> [YOUR INSTRUCTIONS]: Across all the entries below, how many lines mention the string "sizing"? Respond with a single number.

[Stored data]

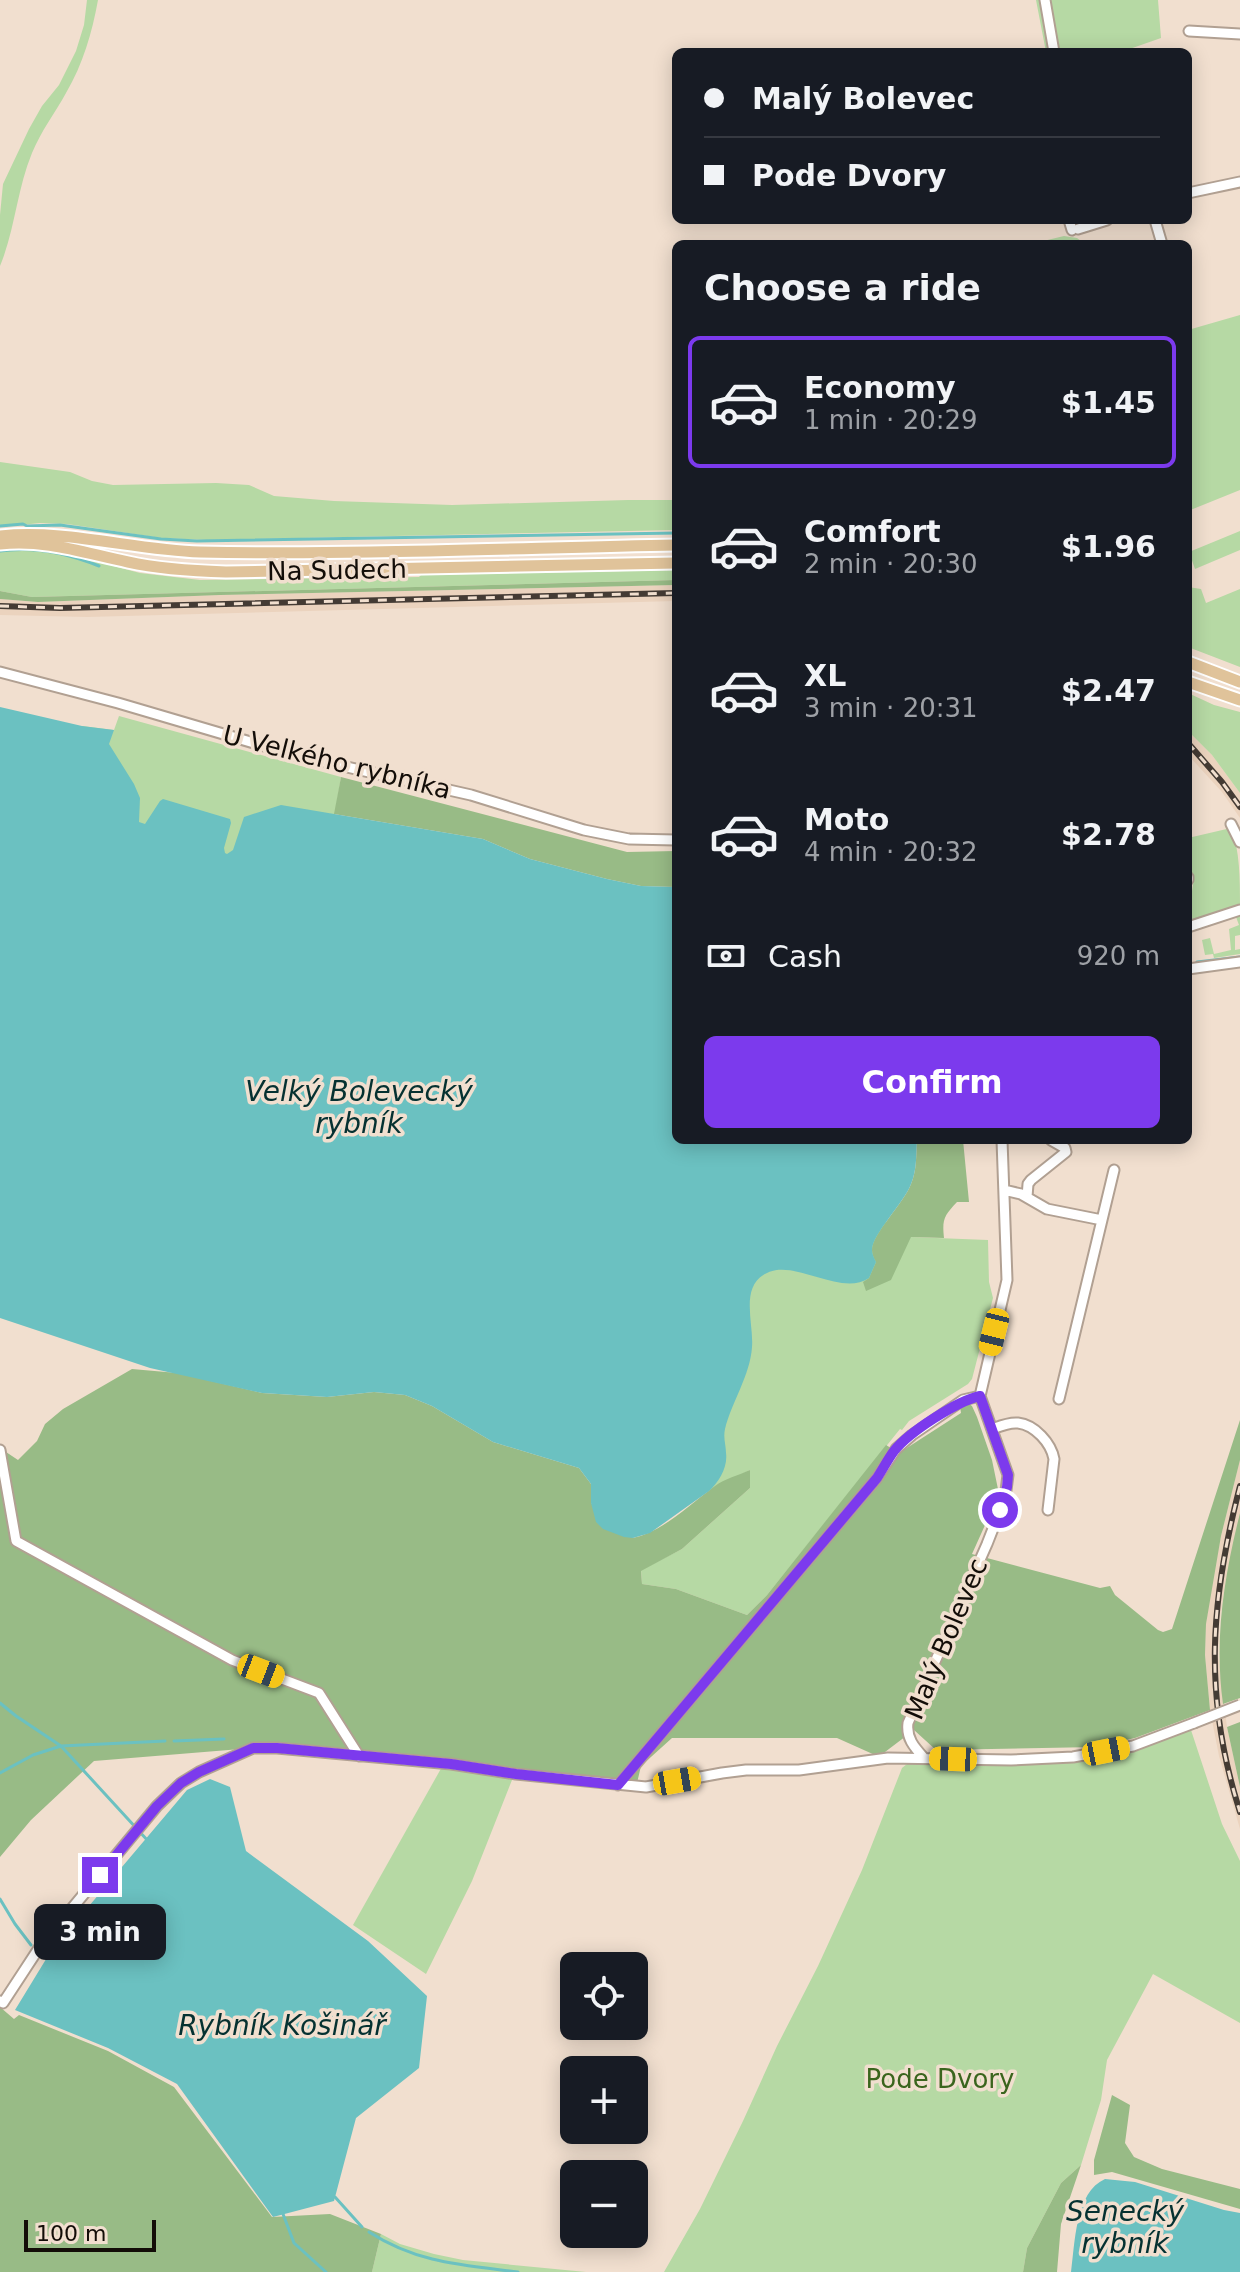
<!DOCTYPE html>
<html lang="en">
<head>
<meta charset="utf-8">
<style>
  body { margin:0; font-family:"DejaVu Sans",sans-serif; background:#242831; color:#f1f3f6; height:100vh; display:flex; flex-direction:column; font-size:30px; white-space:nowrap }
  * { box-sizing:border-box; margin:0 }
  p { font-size:26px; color:#9ea1a6 }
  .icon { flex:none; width:44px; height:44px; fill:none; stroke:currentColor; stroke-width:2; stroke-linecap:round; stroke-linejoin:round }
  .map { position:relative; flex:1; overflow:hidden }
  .side { position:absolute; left:672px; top:240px; width:520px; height:904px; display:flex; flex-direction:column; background:#171b24; border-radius:12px; box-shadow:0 4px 20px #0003 }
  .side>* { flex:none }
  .top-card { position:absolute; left:672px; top:48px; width:520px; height:176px; border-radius:12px; box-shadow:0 4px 20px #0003; display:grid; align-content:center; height:176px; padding:0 32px; background:#171b24 }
  .tools { position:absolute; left:560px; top:1952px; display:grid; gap:16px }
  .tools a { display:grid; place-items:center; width:88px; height:88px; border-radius:12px; background:#171b24; box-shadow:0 4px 20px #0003; font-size:40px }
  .scale { position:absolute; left:24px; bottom:20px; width:132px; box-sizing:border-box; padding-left:8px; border:4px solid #130d08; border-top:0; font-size:22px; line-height:28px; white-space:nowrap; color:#130d08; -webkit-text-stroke:6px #f1dfcf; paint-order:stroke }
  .end { position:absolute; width:36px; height:36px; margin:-18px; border:10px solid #7c3aed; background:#fff; box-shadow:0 0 0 4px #fff }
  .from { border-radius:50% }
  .bubble { position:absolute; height:56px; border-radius:12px; background:#171b24; box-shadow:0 4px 20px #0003; font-size:26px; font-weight:700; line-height:56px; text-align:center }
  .car { position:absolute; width:24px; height:48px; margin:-24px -12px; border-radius:10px; box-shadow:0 0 6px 2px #0007; background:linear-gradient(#f5c518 24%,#345 0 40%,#f5c518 0 76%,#345 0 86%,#f5c518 0) }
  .top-card b { display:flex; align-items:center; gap:28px; height:76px; font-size:30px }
  .top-card b+b { border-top:2px solid #363941 }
  .top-card i { width:20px; height:20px; background:#f1f3f6 }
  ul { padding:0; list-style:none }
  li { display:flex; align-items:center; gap:24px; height:132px; margin:0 16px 12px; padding:0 16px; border:4px solid transparent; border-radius:12px }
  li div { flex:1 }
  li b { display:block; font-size:30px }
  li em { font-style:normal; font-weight:700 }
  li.current { border-color:#7c3aed }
  li>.icon { width:72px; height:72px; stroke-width:1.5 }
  h2 { padding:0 32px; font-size:36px; line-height:96px }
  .pay { display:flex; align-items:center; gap:20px; height:88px; padding:0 32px; font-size:30px }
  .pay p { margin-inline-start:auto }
  .primary-button { display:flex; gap:16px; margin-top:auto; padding:16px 32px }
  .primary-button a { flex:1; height:92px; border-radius:12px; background:#7c3aed; color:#fff; font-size:32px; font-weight:700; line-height:92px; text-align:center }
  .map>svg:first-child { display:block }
  .built { fill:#ebd3be }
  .green { fill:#b6d9a4 }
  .forest { fill:#98bb86 }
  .water { fill:#6bc1c1 }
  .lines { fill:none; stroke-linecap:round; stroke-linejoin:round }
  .stream { stroke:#6bc1c1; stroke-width:3 }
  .minor-casing { stroke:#b1a092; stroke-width:13 }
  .major-casing { stroke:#fff; stroke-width:15 }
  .minor { stroke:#fff; stroke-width:9 }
  .major { stroke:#e0c39a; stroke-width:11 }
  .rail-casing { stroke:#443b34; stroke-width:6 }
  .rail { stroke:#f1dfcf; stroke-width:3; stroke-dasharray:9; stroke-linecap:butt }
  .minor-bridge-casing { stroke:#b1a092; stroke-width:13; stroke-linecap:butt }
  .minor-bridge { stroke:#fff; stroke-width:9 }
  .route { stroke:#7c3aed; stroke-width:10 }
  .labels { text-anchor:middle; stroke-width:7; stroke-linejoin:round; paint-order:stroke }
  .street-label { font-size:26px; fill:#130d08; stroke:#f1dfcf }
  .park-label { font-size:26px; fill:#3a651d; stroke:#f1dfcf }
  .water-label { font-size:28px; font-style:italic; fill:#053131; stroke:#f1dfcf }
</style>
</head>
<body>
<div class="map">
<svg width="1240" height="2272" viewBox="0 0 1240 2272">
  <rect width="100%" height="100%" fill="#f1dfcf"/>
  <path class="built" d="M 676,585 L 676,601 L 87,617 L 0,615 L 0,599 L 38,602 L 220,595 Z
    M 1188,731 L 1212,755 L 1240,793 L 1240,818 L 1222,792 L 1188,755 Z
    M 1240,1460 L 1240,1513 L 1225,1586 L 1219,1625 L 1218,1655 L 1227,1727 L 1240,1787 L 1240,1829 L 1219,1756 L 1210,1710 L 1205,1655 L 1206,1624 L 1211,1584 L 1221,1536 Z"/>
  <path class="green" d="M 87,0 L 98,0 C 92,33 83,64 66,93 C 55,113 41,131 32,153 C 17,189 15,230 0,266 L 0,215 L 3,184 L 29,129 L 42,106 L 59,85 L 76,51 L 84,25 Z
    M 1036,0 L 1158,0 L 1161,38 L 1121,52 L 1046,52 Z
    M 1064,236 L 1077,238 L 1085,244 L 1031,244 Z
    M 1240,315 L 1240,490 L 1188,511 L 1188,330 Z
    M 0,462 L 70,472 L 92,481 L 113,485 L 216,483 L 249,485 L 274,496 L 334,501 L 452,505 L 628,500 L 676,500 L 676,530 L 207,540 L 161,538 L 67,524 L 40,523 L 0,527 Z
    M 1240,531 L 1240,550 L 1195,569 L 1189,552 Z
    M 11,548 L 49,549 L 140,573 L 200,580 L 419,577 L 421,575 L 676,570 L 676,580 L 32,597 L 0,591 L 0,549 Z
    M 1188,587 L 1201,589 L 1206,603 L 1240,589 L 1240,667 L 1188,647 Z
    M 1188,693 L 1214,705 L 1240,712 L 1240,793 L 1212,755 L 1188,731 Z
    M 119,716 L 341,777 L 335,814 L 313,902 L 84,847 L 82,726 L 114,730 Z
    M 1231,828 C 1240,850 1240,880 1240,905 L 1194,920 L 1188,917 L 1194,878 L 1188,867 L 1188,838 Z
    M 1240,916 L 1240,935 L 1235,936 L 1235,950 L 1240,949 L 1240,954 L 1214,958 L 1213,954 L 1205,955 L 1202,940 L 1210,938 L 1214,954 L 1231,950 L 1229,929 L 1239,925 L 1236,917 Z
    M 917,1140 L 886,1222 L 911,1237 L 988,1240 L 989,1282 L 993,1298 L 972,1379 L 968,1384 L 909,1421 L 902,1430 L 900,1429 L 767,1595 L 747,1615 L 676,1589 L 642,1584 L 641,1570 L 682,1549 L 750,1488 L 750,1470 L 709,1491 L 591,1484 L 711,1317 Z
    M 1191,1730 L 1222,1824 L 1240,1861 L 1240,2023 L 1153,1974 L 1107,2060 L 1101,2100 L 1081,2165 L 1061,2183 L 1027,2248 L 1023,2272 L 664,2272 L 700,2209 L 743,2121 L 777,2046 L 818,1966 L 862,1870 L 902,1768 L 907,1764 L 1007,1764 L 1134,1750 Z
    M 443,1765 L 512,1776 L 512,1780 L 472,1881 L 426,1974 L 353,1925 Z
    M 381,2234 L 400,2244 L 434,2254 L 463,2260 L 586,2272 L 372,2272 Z"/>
  <path class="forest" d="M 676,580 L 676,585 L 220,595 L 38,602 L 0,599 L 0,591 L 32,597 Z
    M 341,777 L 627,852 L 676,851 L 676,887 L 641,886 L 607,879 L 530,859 L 483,839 L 334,814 Z
    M 917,1140 L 963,1140 L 969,1202 L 957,1202 C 944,1216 942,1219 944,1238 L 911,1237 L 891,1280 L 866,1291 L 863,1282 L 869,1278 L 876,1262 C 874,1259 872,1254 872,1250 C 872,1234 904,1203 911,1184 C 917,1170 916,1155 917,1140 Z
    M 132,1369 L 177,1373 L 262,1393 L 327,1397 L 374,1392 L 405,1395 L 432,1406 L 493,1442 L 579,1468 L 591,1484 L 591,1503 L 633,1538 C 664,1531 689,1505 715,1486 C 724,1479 739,1475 750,1470 L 750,1488 L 682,1549 L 641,1571 L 642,1584 L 676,1589 L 747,1615 L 767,1595 L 886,1445 L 899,1453 L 961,1413 L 960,1406 L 966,1402 L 972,1406 L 977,1417 L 992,1460 L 999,1494 L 972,1554 L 1100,1588 L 1110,1586 L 1115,1595 L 1158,1630 L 1163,1632 L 1172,1629 L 1240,1420 L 1240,1460 L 1221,1536 L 1206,1624 L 1205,1655 L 1210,1710 L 1135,1738 L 1095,1747 L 936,1750 L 914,1730 L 885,1752 L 875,1755 L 837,1738 L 672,1738 L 641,1766 L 637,1783 L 253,1748 L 94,1761 L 31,1820 L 0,1857 L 0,1448 L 18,1460 L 37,1441 L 45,1424 L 63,1409 Z
    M 1240,1513 L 1240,1698 L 1223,1704 C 1214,1639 1224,1577 1240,1513 Z
    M 1240,1722 L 1240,1787 L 1227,1727 Z
    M 0,2007 L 14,2019 L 19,2015 L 108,2051 L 174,2087 L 272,2217 L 330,2214 L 381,2234 L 372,2272 L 0,2272 Z
    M 1112,2095 L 1130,2105 L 1125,2143 L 1134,2157 L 1162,2169 L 1240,2189 L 1240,2209 L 1112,2172 L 1094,2175 L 1094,2160 Z
    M 1081,2165 L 1061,2224 L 1057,2272 L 1023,2272 L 1027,2248 L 1061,2183 Z"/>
  <path class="water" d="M 0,707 L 82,726 L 114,730 L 109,744 L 134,784 L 140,798 L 139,822 L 145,824 L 160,801 L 163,799 L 230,819 L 231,823 L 224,848 L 225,853 L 227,854 L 233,850 L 244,817 L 281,805 L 340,815 L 483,839 L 530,859 L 607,879 L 641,886 L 676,887 L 676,1140 L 917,1140 C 916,1155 917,1170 911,1184 C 904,1203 872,1234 872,1250 C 872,1254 874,1258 876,1262 L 869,1278 C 841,1297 795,1259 767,1273 C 739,1286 754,1323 752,1347 C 750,1376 732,1401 725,1429 C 723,1438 726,1445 726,1453 C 728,1467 719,1482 709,1491 L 650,1533 L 633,1538 L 624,1537 L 603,1529 L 596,1522 L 591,1503 L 591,1484 L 579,1468 L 493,1442 L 432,1406 L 405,1395 L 374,1392 L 327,1397 L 262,1393 L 150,1368 L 0,1318 Z
    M 210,1779 L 230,1787 L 246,1851 L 368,1941 L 427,1996 L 419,2068 L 356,2118 L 334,2201 L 273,2217 L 177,2084 L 108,2048 L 15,2010 L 51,1951 L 187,1790 Z
    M 1105,2179 L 1135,2182 L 1224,2210 L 1240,2213 L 1240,2272 L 1071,2272 C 1075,2244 1075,2192 1105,2179 Z"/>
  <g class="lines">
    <path class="stream" d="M 0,526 L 23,524 L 27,526 L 60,525 L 161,539 L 197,541 L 676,533
      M 0,551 C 34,546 67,553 99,566
      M 1197,962 L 1240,957
      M 0,1703 L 16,1716 L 61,1746 L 149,1842
      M 174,1741 L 224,1739
      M 0,1773 L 33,1755 L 61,1746 L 165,1741
      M 0,1899 L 15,1924 L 31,1945
      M 335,2197 L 362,2227
      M 283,2214 L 294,2243 L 326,2272
      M 369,2232 C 417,2263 462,2265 518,2272"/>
    <defs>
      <path id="minor" d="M 1045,0 L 1054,52
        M 1189,31 L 1240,34
        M 1188,193 L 1240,182
        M 1069,220 L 1072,230
        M 1155,220 L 1162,244
        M 1078,229 L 1107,220
        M 0,672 L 118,703 L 298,756 L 471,795 L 584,830 L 629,839 L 676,840
        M 1231,824 L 1240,842
        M 1188,877 L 1188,880
        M 1188,927 L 1240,910
        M 1188,969 L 1240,962
        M 1004,1190 L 1021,1194 L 1047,1209 L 1102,1220
        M 1027,1197 L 1028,1184 L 1031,1180 L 1066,1152 L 1065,1148 L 1051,1140
        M 1059,1399 L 1114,1170
        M 992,1429 C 1000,1426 1009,1422 1018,1423 C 1035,1425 1051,1443 1054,1459 L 1048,1510
        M 0,1450 L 16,1541 L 232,1660 L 319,1693 L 359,1756
        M 924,1758 C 914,1747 906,1738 908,1723 L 987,1544 L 1005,1498 L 1008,1475 L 980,1396 L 1007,1280 L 1002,1140
        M 618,1785 L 877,1478 L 896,1449 L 912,1435 L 963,1400 L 980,1396
        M 0,2001 L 3,2003 L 39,1948 L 157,1806 L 181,1783 L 199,1772 L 253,1748 L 277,1748 L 451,1764 L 516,1774 L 646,1787 L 722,1773 L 746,1770 L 799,1770 L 888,1758 L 1011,1760 L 1073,1757 L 1133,1746 L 1194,1723"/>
      <path id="major" d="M 0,536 C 67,529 133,550 200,552 C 359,555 517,548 676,545
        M 0,544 C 45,539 84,553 128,562 C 160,569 193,571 226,572 L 676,563
        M 1188,662 L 1240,682
        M 1188,682 L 1240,700"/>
    </defs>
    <use href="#minor" class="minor-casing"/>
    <use href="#major" class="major-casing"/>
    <use href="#minor" class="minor"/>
    <use href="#major" class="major"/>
    <defs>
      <path id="rail" d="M 0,606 L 60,608 L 676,593
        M 1188,743 L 1222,782 L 1240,807
        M 1240,1486 C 1210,1602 1203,1696 1240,1812"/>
    </defs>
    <use href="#rail" class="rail-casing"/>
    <use href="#rail" class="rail"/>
    <defs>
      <path id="minor-bridge" d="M 1194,1723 L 1240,1705"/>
    </defs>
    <use href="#minor-bridge" class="minor-bridge-casing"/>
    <use href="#minor-bridge" class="minor-bridge"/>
  </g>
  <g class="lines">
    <path class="route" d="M 100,1875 L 157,1806 L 181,1783 L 199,1772 L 253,1748 L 277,1748 L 451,1764 L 516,1774 L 618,1785 L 877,1478 C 883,1469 888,1459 894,1451 C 909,1432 957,1401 980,1396 L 1008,1475 L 1007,1487 L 1000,1510"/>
  </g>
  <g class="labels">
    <g class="street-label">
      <text transform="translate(337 570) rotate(-1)" y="9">Na Sudech</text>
      <text transform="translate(337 762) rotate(14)" y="9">U Velkého rybníka</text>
      <text transform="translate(946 1639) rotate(-67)" y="9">Malý Bolevec</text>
    </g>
    <g class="park-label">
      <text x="940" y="2088">Pode Dvory</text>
    </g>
    <g class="water-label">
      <text x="359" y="1101">Velký Bolevecký<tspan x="359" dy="32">rybník</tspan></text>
      <text x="282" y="2035">Rybník Košinář</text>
      <text x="1125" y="2221">Senecký<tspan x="1125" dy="32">rybník</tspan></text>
    </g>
  </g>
</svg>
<div class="tools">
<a><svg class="icon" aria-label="locate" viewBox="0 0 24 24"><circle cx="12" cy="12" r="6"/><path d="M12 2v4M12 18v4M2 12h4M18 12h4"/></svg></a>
<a>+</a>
<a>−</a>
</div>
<div class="scale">100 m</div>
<i class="end from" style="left:1000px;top:1510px"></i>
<i class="end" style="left:100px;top:1875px"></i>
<div class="bubble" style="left:34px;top:1904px;width:132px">3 min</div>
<i class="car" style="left:994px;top:1332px;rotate:194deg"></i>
<i class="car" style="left:261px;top:1671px;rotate:111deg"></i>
<i class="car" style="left:1106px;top:1751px;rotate:79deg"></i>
<i class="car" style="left:953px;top:1759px;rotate:272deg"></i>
<i class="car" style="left:677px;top:1781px;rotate:80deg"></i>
<div class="top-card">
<b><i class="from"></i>Malý Bolevec</b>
<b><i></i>Pode Dvory</b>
</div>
<section class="side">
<h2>Choose a ride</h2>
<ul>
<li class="current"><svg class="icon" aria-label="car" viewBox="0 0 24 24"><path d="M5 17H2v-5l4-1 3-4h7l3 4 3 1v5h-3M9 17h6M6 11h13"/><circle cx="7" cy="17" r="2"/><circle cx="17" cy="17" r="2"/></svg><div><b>Economy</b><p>1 min · 20:29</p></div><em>$1.45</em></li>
<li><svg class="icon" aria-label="car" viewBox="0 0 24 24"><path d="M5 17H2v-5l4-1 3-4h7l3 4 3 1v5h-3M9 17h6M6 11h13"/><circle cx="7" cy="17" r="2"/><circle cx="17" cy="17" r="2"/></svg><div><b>Comfort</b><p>2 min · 20:30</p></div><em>$1.96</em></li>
<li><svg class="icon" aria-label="car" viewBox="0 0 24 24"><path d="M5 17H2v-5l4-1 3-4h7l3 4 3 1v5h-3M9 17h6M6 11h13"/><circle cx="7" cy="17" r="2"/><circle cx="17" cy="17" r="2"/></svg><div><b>XL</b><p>3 min · 20:31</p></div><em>$2.47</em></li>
<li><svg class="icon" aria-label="car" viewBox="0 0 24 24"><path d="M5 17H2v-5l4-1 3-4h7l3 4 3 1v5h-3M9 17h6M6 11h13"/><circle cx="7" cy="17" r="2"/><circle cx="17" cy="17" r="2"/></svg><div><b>Moto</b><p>4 min · 20:32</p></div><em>$2.78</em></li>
</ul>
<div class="pay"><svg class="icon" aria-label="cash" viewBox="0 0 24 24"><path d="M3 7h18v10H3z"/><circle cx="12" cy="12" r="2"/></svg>Cash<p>920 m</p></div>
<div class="primary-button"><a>Confirm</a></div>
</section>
</div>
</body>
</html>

> [SOLUTION TO THE EXERCISE]: 2